Generic masculine nouns and pronouns in English (das generische Maskulinum)von , veröffentlicht am 01.12.2020
A translation is greater than the sum of its parts. And a helpful generalization is this: what matters is not that individual words find individual renderings in the target language; what matters is that a translation reads as if it itself had been composed in the target language. Ideally, this generalization entails that, where the source language and the target language have identical devices, these devices should find their way into the target text, provided and to the extent that they have found their way into the source text. By “devices,” I mean, roughly speaking, rhetorical, stylistic, grammatical devices: metonymy should be translated with corresponding metonymy, syllogisms with corresponding syllogisms, grammatical moods with corresponding grammatical moods.
But sometimes it is necessary to break with this generalization in order to adhere to it. While both German and English have the generic masculine – das generische Maskulinum – one cannot simply use generic masculine nouns and pronouns in English. As a rule, one must forgo this grammatical device in order to ensure that the translation reads as if it itself had been composed in the target language. For translators, and their readers, cases involving the generic masculine should be reason to pause, to pose the question at the threshold: should one translate these nouns and pronouns with their generic masculine counterparts in English? In cases of exception, the answer is yes, if literal translation is indicated by the circumstances. As a rule, the answer is no, if generic masculine nouns and pronouns would contravene a generally accepted rule of English composition.
That rule is this: do not use masculine-specific nouns and pronouns when the noun or pronoun stands specifically either for a female person or for a person of indeterminate gender. In English, the generic masculine can be, and often is, perceived as biased language. And biased language distracts from the purpose of the writing, when it is not central to that writing. That’s what The Chicago Manual of Style says anyway. For this reason, careful writers avoid it when reasonable differences of opinion may arise, which will prove unhelpful to the writing at hand.

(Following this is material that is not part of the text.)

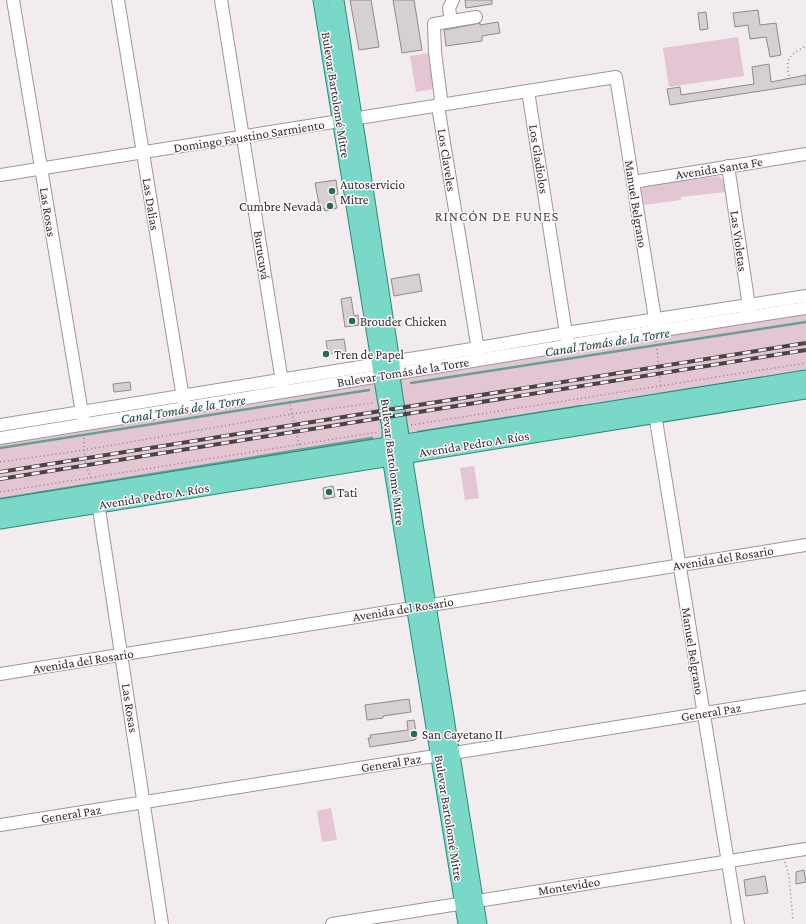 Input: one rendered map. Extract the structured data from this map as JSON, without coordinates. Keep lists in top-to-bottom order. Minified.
{"streets":{"main road":["Bulevar Bartolomé Mitre","Avenida Pedro A. Ríos"],"street":["Domingo Faustino Sarmiento","Los Gladiolos","Los Claveles","Avenida Santa Fe","Las Dalias","Manuel Belgrano","Las Rosas","Las Violetas","Burucuyá","Bulevar Tomás de la Torre","Avenida del Rosario","General Paz","Montevideo"]},"crossings":[["Bulevar Bartolomé Mitre","Domingo Faustino Sarmiento"],["Bulevar Bartolomé Mitre","Bulevar Tomás de la Torre"],["Bulevar Bartolomé Mitre","Avenida Pedro A. Ríos"],["Bulevar Bartolomé Mitre","Avenida del Rosario"],["Bulevar Bartolomé Mitre","General Paz"],["Bulevar Bartolomé Mitre","Montevideo"],["Domingo Faustino Sarmiento","Los Gladiolos"],["Domingo Faustino Sarmiento","Los Claveles"],["Domingo Faustino Sarmiento","Las Dalias"],["Domingo Faustino Sarmiento","Manuel Belgrano"],["Domingo Faustino Sarmiento","Las Rosas"],["Domingo Faustino Sarmiento","Burucuyá"],["Los Gladiolos","Bulevar Tomás de la Torre"],["Los Claveles","Bulevar Tomás de la Torre"],["Avenida Santa Fe","Manuel Belgrano"],["Avenida Santa Fe","Las Violetas"],["Las Dalias","Bulevar Tomás de la Torre"],["Manuel Belgrano","Bulevar Tomás de la Torre"],["Manuel Belgrano","Avenida Pedro A. Ríos"],["Manuel Belgrano","Avenida del Rosario"],["Manuel Belgrano","General Paz"],["Manuel Belgrano","Montevideo"],["Las Rosas","Bulevar Tomás de la Torre"],["Las Rosas","Avenida Pedro A. Ríos"],["Las Rosas","Avenida del Rosario"],["Las Rosas","General Paz"],["Las Violetas","Bulevar Tomás de la Torre"],["Burucuyá","Bulevar Tomás de la Torre"]],"districts":["RINCÓN DE FUNES"],"water":["Canal Tomás de la Torre"],"places":["Autoservicio Mitre","Cumbre Nevada","Brouder Chicken","Tren de Papel","Tati","San Cayetano II"]}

As for nouns, one should use gender-neutral nouns. Where the noun itself is not gender-neutral such as “attorney,” “translator,” “employee,” one should use a gender-neutral version of the noun – not “chairman,” but “chairperson”; not “policeman,” but “police officer”; not “fireman,” but “firefighter.” As for pronouns, one should avoid masculine-specific pronouns, when the noun is not masculine-specific:
Some personal pronouns have special uses. […] He, him, and his have traditionally been used as pronouns of indeterminate gender equally applicable to a male or female person […]. Because these pronouns are also masculine-specific, they have long been regarded as sexist when used generically, and their indeterminate-gender use is declining.
Put simply, to use masculine-specific nouns and pronouns is to run the risk of being regarded, at worst, as sexist and, at best, as using distracting biased language. This risk does not necessarily exist in German. Das generische Maskulinum is acceptable, deemed so, in certain cases, by the German Federal Court of Justice. So, what to do in these cases?
In keeping with the generalization at the outset and in keeping with the generally accepted rule of English composition above and on pain of being regarded as sexist – one should ignore the precedent set by the German Federal Court of Justice, when one translates into English. But to ignore it is not to violate it. Nothing in that precedent establishes that one cannot refer to a female person with feminine nouns and pronouns in German. It merely establishes that, in certain cases, one need not, as a matter of law, refer to a female person with feminine nouns and pronouns in German. (A ruling that never quite sat well with me, regardless of whether it is right as a matter of law.)
How, then, should one proceed in such cases? That depends. Let’s take the case of German employment agreements. They are often drafted using das generische Maskulinum, regardless of whether they are for male or female employees. They are very likely covered by the abovementioned precedent. And they offer a kind of paradigm example, which provides sufficient guidance for all other comparable cases.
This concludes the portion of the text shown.